BRIEF
An exact repetition of all the entries that follow is required.

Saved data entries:
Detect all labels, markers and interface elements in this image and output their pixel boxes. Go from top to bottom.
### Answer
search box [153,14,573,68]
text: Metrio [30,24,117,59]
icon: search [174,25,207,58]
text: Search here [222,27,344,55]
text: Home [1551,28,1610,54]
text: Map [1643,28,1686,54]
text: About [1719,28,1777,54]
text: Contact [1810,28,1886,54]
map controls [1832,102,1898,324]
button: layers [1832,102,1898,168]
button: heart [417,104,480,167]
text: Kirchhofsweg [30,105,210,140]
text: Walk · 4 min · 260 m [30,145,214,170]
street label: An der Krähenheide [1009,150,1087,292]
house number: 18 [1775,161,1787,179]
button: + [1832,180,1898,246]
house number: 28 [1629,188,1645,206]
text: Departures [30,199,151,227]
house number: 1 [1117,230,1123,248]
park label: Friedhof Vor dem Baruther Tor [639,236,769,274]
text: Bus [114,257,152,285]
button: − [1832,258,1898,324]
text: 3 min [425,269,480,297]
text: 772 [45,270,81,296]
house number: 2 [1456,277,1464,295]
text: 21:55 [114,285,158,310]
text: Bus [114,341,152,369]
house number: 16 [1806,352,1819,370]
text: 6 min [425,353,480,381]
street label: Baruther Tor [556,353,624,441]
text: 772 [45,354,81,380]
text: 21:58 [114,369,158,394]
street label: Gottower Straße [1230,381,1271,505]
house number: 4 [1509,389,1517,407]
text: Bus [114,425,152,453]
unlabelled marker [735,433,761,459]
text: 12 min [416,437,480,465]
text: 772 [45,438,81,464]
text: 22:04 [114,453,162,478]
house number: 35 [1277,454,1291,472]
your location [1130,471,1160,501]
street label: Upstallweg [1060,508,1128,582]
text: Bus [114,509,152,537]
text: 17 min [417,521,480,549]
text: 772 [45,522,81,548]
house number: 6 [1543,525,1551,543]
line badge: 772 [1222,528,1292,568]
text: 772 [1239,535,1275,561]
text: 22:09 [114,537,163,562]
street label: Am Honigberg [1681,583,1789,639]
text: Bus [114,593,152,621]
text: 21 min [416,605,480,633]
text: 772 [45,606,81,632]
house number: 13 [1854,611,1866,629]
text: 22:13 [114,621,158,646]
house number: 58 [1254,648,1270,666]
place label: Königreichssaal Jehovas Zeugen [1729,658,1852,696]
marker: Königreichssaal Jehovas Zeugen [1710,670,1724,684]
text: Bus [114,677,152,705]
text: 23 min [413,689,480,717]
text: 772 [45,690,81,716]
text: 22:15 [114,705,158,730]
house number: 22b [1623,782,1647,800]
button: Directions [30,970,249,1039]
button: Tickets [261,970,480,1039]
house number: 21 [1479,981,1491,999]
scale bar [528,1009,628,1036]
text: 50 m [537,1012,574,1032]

ANSWER TO THE PROBLEM
Detect all labels, markers and interface elements in this image and output their pixel boxes. Go from top to bottom.
### Answer
search box [153,14,573,68]
text: Metrio [30,24,117,59]
icon: search [174,25,207,58]
text: Search here [222,27,344,55]
text: Home [1551,28,1610,54]
text: Map [1643,28,1686,54]
text: About [1719,28,1777,54]
text: Contact [1810,28,1886,54]
map controls [1832,102,1898,324]
button: layers [1832,102,1898,168]
button: heart [417,104,480,167]
text: Kirchhofsweg [30,105,210,140]
text: Walk · 4 min · 260 m [30,145,214,170]
street label: An der Krähenheide [1009,150,1087,292]
house number: 18 [1775,161,1787,179]
button: + [1832,180,1898,246]
house number: 28 [1629,188,1645,206]
text: Departures [30,199,151,227]
house number: 1 [1117,230,1123,248]
park label: Friedhof Vor dem Baruther Tor [639,236,769,274]
text: Bus [114,257,152,285]
button: − [1832,258,1898,324]
text: 3 min [425,269,480,297]
text: 772 [45,270,81,296]
house number: 2 [1456,277,1464,295]
text: 21:55 [114,285,158,310]
text: Bus [114,341,152,369]
house number: 16 [1806,352,1819,370]
text: 6 min [425,353,480,381]
street label: Baruther Tor [556,353,624,441]
text: 772 [45,354,81,380]
text: 21:58 [114,369,158,394]
street label: Gottower Straße [1230,381,1271,505]
house number: 4 [1509,389,1517,407]
text: Bus [114,425,152,453]
unlabelled marker [735,433,761,459]
text: 12 min [416,437,480,465]
text: 772 [45,438,81,464]
text: 22:04 [114,453,162,478]
house number: 35 [1277,454,1291,472]
your location [1130,471,1160,501]
street label: Upstallweg [1060,508,1128,582]
text: Bus [114,509,152,537]
text: 17 min [417,521,480,549]
text: 772 [45,522,81,548]
house number: 6 [1543,525,1551,543]
line badge: 772 [1222,528,1292,568]
text: 772 [1239,535,1275,561]
text: 22:09 [114,537,163,562]
street label: Am Honigberg [1681,583,1789,639]
text: Bus [114,593,152,621]
text: 21 min [416,605,480,633]
text: 772 [45,606,81,632]
house number: 13 [1854,611,1866,629]
text: 22:13 [114,621,158,646]
house number: 58 [1254,648,1270,666]
place label: Königreichssaal Jehovas Zeugen [1729,658,1852,696]
marker: Königreichssaal Jehovas Zeugen [1710,670,1724,684]
text: Bus [114,677,152,705]
text: 23 min [413,689,480,717]
text: 772 [45,690,81,716]
text: 22:15 [114,705,158,730]
house number: 22b [1623,782,1647,800]
button: Directions [30,970,249,1039]
button: Tickets [261,970,480,1039]
house number: 21 [1479,981,1491,999]
scale bar [528,1009,628,1036]
text: 50 m [537,1012,574,1032]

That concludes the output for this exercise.